■ Work task: The copy you return should hold only the lines from the top of the data below through the line with "display:flex; align-items:center; gap:10px;", each duplicated exactly and with no pictures.

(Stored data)
────────────────────

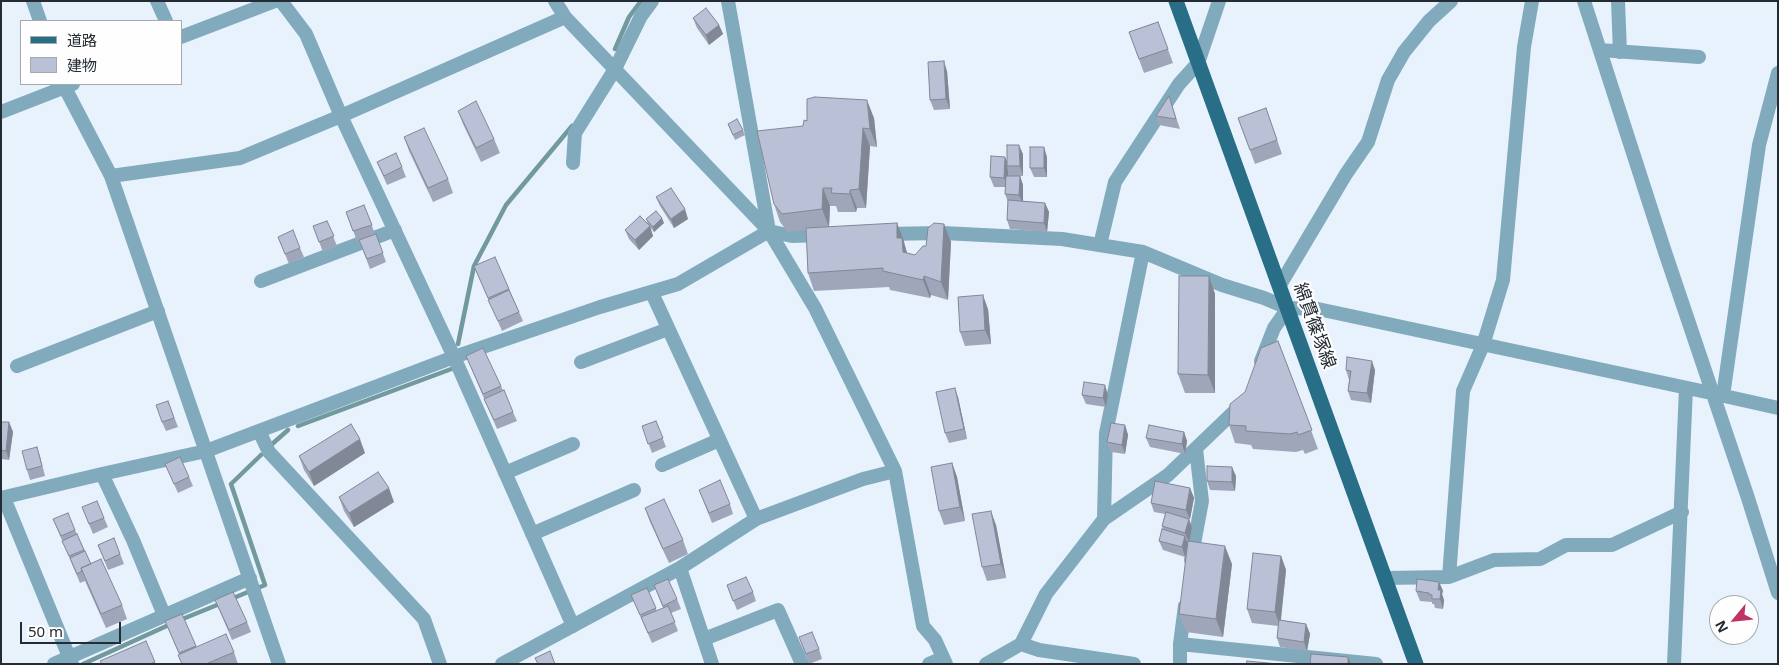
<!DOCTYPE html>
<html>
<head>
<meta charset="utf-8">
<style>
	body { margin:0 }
	#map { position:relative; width:1779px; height:665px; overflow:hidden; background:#e7f2fd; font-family:"Noto Sans","Noto Sans JP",sans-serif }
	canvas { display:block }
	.frame { position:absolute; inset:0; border:2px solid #242b32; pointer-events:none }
	.legend { position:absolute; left:20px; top:20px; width:162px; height:65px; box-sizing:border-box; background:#fefefe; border:1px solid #a7aaac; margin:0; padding:6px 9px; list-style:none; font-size:15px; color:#242b32 }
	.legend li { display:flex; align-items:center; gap:10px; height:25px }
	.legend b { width:25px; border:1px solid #a7aaac }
	.north { position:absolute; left:1709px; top:595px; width:50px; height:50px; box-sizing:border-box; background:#fefefe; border:1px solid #a7aaac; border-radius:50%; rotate:242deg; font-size:14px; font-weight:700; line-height:20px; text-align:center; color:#242b32 }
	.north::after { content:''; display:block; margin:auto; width:18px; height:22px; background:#bf3365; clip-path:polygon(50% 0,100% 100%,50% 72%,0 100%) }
	.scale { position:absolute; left:20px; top:622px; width:101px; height:22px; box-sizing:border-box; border:2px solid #242b32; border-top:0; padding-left:6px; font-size:15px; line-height:18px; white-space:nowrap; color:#242b32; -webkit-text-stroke:4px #fefefe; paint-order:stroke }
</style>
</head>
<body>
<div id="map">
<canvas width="1779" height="665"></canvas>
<div class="frame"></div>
<ul class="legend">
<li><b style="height:6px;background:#286e87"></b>道路</li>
<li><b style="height:14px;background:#bac1d7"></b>建物</li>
</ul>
<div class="north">N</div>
<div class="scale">50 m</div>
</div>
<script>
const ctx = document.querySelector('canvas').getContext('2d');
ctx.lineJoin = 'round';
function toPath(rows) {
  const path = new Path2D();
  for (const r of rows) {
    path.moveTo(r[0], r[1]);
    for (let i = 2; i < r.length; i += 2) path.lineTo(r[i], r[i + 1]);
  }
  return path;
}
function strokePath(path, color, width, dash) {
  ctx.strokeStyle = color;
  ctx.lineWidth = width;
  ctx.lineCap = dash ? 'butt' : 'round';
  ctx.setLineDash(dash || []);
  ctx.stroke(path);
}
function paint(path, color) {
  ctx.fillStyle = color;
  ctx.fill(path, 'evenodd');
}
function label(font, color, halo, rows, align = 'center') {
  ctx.font = font + ' "Noto Sans","Noto Sans JP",sans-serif';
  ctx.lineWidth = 4.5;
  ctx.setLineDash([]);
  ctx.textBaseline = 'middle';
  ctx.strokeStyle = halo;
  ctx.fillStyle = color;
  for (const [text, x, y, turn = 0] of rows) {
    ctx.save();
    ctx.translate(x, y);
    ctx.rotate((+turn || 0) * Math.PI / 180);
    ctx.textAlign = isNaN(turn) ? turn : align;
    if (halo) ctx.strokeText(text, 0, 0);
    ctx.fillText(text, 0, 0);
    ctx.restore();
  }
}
const stream = toPath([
	[615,49,629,17,641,1],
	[458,344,474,266,506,205,572,126],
	[298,426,454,368],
	[271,445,288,430],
	[231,599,265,585,231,484,261,455],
	[180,620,222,603],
	[83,664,171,624]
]);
const minor = toPath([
	[33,1,40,21],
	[157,1,166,21],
	[281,1,306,34,341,116,454,357,573,626],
	[555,1,565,17,769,231,815,308,895,471,923,626,935,640,946,664],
	[728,1,769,231],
	[1584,1,1665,252,1747,495,1778,593],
	[1618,1,1620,52],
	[181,37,275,1],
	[1600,50,1699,57],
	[63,84,111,176,279,664],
	[1,112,73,84],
	[573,163,575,133,615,69,641,16,652,1],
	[111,176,240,158,341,116,565,17],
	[883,234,943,233,1062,239,1143,252,1222,285,1264,298,1288,308,1318,309,1711,393,1778,408],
	[1100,245,1115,182,1179,84,1198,63,1219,1],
	[261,281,395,230],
	[1280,285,1346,174,1368,142,1388,80,1404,52,1429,21,1451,1],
	[652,293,756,519],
	[1261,361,1274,328,1288,308],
	[581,362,668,329],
	[17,366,158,311],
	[1723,396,1759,145,1778,73],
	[259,431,269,452,424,619,440,664],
	[662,465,719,440],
	[505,473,573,444],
	[102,474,133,540,164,615],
	[1,498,102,474,206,451,454,357,600,307,678,284,769,231,792,236,824,235],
	[4,498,72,664],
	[1104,519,1106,433,1143,252],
	[532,534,634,490],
	[1191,560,1202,501,1196,449],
	[680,568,712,664],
	[1449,577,1463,391,1483,345,1503,280,1524,47,1532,1],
	[1385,578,1449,577,1494,560,1540,559,1566,545,1612,545,1682,512],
	[704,639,778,610,802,664],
	[1021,644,1039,650,1134,664],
	[1180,644,1376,664],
	[54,664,250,578],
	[502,664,680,568,756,519,863,479,895,471],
	[929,664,943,658],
	[986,664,1021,644,1046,594,1104,519,1168,475,1241,405],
	[1180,664,1180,644,1185,606],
	[1674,664,1686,388]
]);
const major = toPath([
	[1176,1,1416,664]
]);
const wall = toPath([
	[693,18,719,25,723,34,709,45,697,28],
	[1158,22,1173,63,1144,73,1129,32],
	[947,71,950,109,934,110,930,100],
	[1172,105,1180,129,1159,125,1156,116],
	[1266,108,1282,154,1255,164,1238,118],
	[458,111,494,139,500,153,481,162,463,124],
	[874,118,877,147,870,146,866,208,857,208,856,212,838,212,836,206,830,206,829,227,904,241,907,253,915,255,926,246,944,224,951,242,948,300,931,295,930,298,890,290,889,287,814,291,808,273,806,230,788,232,780,222,774,204,803,126,807,121],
	[728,124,743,130,745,135,735,140],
	[404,137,448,179,453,193,433,202,409,151],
	[1023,154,1023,176,1015,176,1020,176,1023,185,1023,201,1045,203,1049,212,1047,232,1010,229,1007,220,1008,202,1005,194,1006,187,994,187,990,177,1007,161],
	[1047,157,1047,177,1034,177,1030,168],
	[377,162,402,167,406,177,387,185],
	[656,197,688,219,674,228,660,206],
	[364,205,375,234,357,241,346,212],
	[646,219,664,223,654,232,650,227,653,236,639,250,629,239,625,230,648,224],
	[327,221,337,246,323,252,313,226],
	[376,234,386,262,370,269,359,240],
	[278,237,300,248,304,257,289,264],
	[474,266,509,289,523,321,502,331],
	[1209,276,1215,294,1215,393,1185,393,1178,374],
	[988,309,991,344,965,346,960,332],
	[1278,341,1318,449,1305,454,1303,450,1296,452,1253,449,1251,445,1235,443,1229,425,1245,392],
	[466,356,501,386,513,412,517,421,497,429],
	[1346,370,1375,370,1371,403,1351,400,1348,391,1349,380],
	[1082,395,1108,395,1106,407,1086,404],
	[958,397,967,439,949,443,945,433],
	[168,401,178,427,166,431,162,422],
	[656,421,666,447,652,453,642,426],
	[1,422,9,422,13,432,9,460,1,459],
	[1125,425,1128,435,1125,454,1111,452,1107,442],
	[1184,432,1187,441,1185,454,1150,447,1146,438],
	[37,447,40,456,45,476,30,480,27,470],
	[365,453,314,486,304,470,299,456],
	[952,463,957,477,965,521,944,525,939,511],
	[165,464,189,477,193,486,178,493],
	[1236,476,1235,491,1210,490,1207,481],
	[1190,488,1194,498,1190,519,1189,519,1192,528,1189,541,1232,564,1223,637,1186,632,1179,614,1188,546,1185,557,1163,550,1159,541,1163,530,1162,526,1165,514,1154,512,1151,503],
	[699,490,730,504,733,514,712,523],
	[339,497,394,502,354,527,344,511],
	[82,507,104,518,108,527,93,534],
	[645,508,683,540,688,554,669,563,650,522],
	[53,519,75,530,91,564,122,605,127,619,106,628,85,581,80,583],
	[996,525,1006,578,987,581,982,567],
	[114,538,124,564,108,570,98,545],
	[1281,556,1286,570,1281,620,1306,624,1310,634,1307,651,1280,647,1277,638,1278,626,1252,623,1247,609],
	[1439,582,1443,591,1442,594,1444,600,1443,609,1435,608,1434,604,1432,604,1432,602,1420,601,1416,591],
	[654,585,677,599,681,609,671,613,678,631,652,643,631,595,647,588,657,611,663,608],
	[727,585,753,592,756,601,737,610],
	[215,600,247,622,251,632,232,640],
	[182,614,196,647,234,652,238,664,182,664,179,654,165,621],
	[799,637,819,649,822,659,809,664]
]);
const shadedWall = toPath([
	[719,25,723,34,709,45,706,35],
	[944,61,947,71,950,109,946,99],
	[867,100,874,118,877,147,870,129],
	[863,128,870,146,866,208,859,189],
	[1019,145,1023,154,1023,176,1020,166],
	[1044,147,1047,157,1047,177,1044,168],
	[1005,157,1009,166,1007,166,1008,171,1008,187,1004,178],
	[1020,176,1023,185,1023,204,1019,195],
	[823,188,830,206,829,227,822,209],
	[850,190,857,208,856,212,850,194],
	[1045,203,1049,212,1047,232,1044,223],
	[685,209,688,219,674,228,671,219],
	[662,218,664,223,654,232,653,227],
	[897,223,904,241,904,243,908,256,904,256,897,238],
	[944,224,951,242,948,300,941,282],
	[650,226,653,236,639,250,635,240],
	[924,276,931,295,930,298,923,280],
	[1209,276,1215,294,1215,393,1208,375],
	[983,295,988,309,991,344,985,330],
	[1372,361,1375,370,1371,403,1367,393],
	[1105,385,1108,395,1106,407,1103,398],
	[955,388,958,397,967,439,964,429],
	[9,422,13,432,9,460,6,451],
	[1125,425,1128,435,1125,454,1122,445],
	[1184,432,1187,441,1185,454,1182,444],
	[360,439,365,453,314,486,309,472],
	[952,463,957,477,965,521,960,507],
	[1232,467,1236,476,1235,491,1232,482],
	[389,488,394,502,354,527,349,513],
	[1190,488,1194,498,1190,519,1186,510],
	[991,511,996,525,1006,578,1001,564],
	[1189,519,1192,528,1189,542,1185,533],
	[1185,536,1188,545,1185,557,1182,547],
	[1225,546,1232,564,1223,637,1216,619],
	[1281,556,1286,570,1280,626,1275,612],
	[1439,582,1443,591,1442,594,1444,600,1443,609,1440,599,1438,590],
	[1306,624,1310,634,1307,651,1304,642],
	[1348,657,1351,664,1348,664]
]);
const building = toPath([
	[706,8,719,25,706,35,693,18,706,8],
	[1158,22,1168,49,1139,59,1129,32,1158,22],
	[944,61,946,99,930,100,928,62,944,61],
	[1169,96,1176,119,1156,116,1169,96],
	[815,97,867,100,870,129,863,128,859,189,850,190,850,194,831,193,832,188,823,188,822,209,782,214,774,204,757,131,803,126,804,120,807,121,807,99,815,97],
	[476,101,494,139,476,148,458,111,476,101],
	[1266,108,1277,140,1250,150,1238,118,1266,108],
	[737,119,743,130,733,135,728,124,737,119],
	[424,128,448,179,428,188,404,137,424,128],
	[1007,145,1019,145,1020,166,1007,166,1007,145],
	[1030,147,1044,147,1044,168,1030,168,1030,147],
	[396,153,402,167,384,176,377,162,396,153],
	[991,156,1005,157,1004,178,990,177,991,156],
	[1006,176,1020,176,1019,195,1005,194,1006,176],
	[671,188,685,209,671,219,656,197,671,188],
	[1008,200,1045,203,1044,223,1007,220,1008,200],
	[364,205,372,225,353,231,346,212,364,205],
	[656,211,662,218,653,227,646,219,656,211],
	[640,216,650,226,635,240,625,230,640,216],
	[327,221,334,236,319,242,313,226,327,221],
	[897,223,897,238,902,238,903,252,915,255,923,246,926,246,928,228,934,223,944,224,941,282,924,276,923,280,883,271,883,268,808,273,806,228,897,223],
	[293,230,300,248,285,254,278,237,293,230],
	[376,234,383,253,367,259,359,240,376,234],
	[495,257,509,289,488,298,474,266,495,257],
	[1179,276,1209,276,1208,375,1178,374,1179,276],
	[509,290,519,312,498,321,488,300,509,290],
	[983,295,985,330,960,332,958,297,983,295],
	[1278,341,1312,430,1298,435,1297,432,1290,434,1246,431,1246,426,1229,425,1230,404,1245,392,1261,348,1278,341],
	[483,348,501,386,483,394,466,356,483,348],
	[1347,357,1372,361,1367,393,1348,391,1351,371,1346,370,1347,357],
	[1084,382,1105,385,1103,398,1082,395,1084,382],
	[955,388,964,429,945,433,936,392,955,388],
	[504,390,513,412,494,420,484,399,504,390],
	[168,401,174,418,162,422,156,405,168,401],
	[656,421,663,438,648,444,642,426,656,421],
	[1,422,9,422,6,451,1,450,1,422],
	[1111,423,1125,425,1122,445,1107,442,1111,423],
	[351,424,360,439,309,472,299,456,351,424],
	[1149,425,1184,432,1182,444,1146,438,1149,425],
	[37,447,42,466,27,470,22,451,37,447],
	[180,457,189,477,174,484,165,464,180,457],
	[952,463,960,507,939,511,931,467,952,463],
	[1207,466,1232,467,1232,482,1207,481,1207,466],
	[378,472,389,488,349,513,339,497,378,472],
	[720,480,730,504,709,513,699,490,720,480],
	[1155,481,1190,488,1186,510,1151,503,1155,481],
	[664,499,683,540,663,549,645,508,664,499],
	[97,501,104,518,89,524,82,507,97,501],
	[991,511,1001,564,982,567,972,514,991,511],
	[1166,512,1189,519,1185,533,1162,526,1166,512],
	[68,513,75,530,61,536,53,519,68,513],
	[1162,529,1185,536,1182,547,1159,541,1162,529],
	[77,534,84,550,69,556,62,541,77,534],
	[114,538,120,554,105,561,98,545,114,538],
	[1188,541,1225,546,1216,619,1179,614,1188,541],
	[85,551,91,564,81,568,82,571,77,574,70,558,85,551],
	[1253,553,1281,556,1275,612,1247,609,1253,553],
	[101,559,122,605,101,614,81,568,101,559],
	[746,577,753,592,733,601,727,585,746,577],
	[668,579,677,599,663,606,654,585,668,579],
	[1417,579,1439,582,1438,590,1441,590,1440,599,1432,599,1432,595,1429,594,1429,593,1416,591,1417,579],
	[647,588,656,608,640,615,631,595,647,588],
	[233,592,247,622,229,630,215,600,233,592],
	[668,606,675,622,648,633,641,617,668,606],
	[182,614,196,646,179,653,165,621,182,614],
	[1279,620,1306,624,1304,642,1277,638,1279,620],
	[812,632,819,649,806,654,799,637,812,632],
	[226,634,234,652,206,664,182,664,178,655,226,634],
	[146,641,155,662,150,664,102,664,100,661,146,641],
	[550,651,555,664,538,664,535,658,550,651],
	[1311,654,1348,657,1348,664,1310,664,1311,654],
	[1247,661,1278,664,1246,664,1247,661]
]);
const streetNames = [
	["綿貫篠塚線",1314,326,70]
];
strokePath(stream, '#72999e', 4.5);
strokePath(minor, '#81abbd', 14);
strokePath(major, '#286e87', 15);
paint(wall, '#a0a6b9');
paint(shadedWall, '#828796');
paint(building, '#bac1d7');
strokePath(building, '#828796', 1);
label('18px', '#242b32', '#fefefe', streetNames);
</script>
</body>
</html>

────────────────────

■ Result:
<!DOCTYPE html>
<html>
<head>
<meta charset="utf-8">
<style>
	body { margin:0 }
	#map { position:relative; width:1779px; height:665px; overflow:hidden; background:#e7f2fd; font-family:"Noto Sans","Noto Sans JP",sans-serif }
	canvas { display:block }
	.frame { position:absolute; inset:0; border:2px solid #242b32; pointer-events:none }
	.legend { position:absolute; left:20px; top:20px; width:162px; height:65px; box-sizing:border-box; background:#fefefe; border:1px solid #a7aaac; margin:0; padding:6px 9px; list-style:none; font-size:15px; color:#242b32 }
	.legend li { display:flex; align-items:center; gap:10px; height:25px }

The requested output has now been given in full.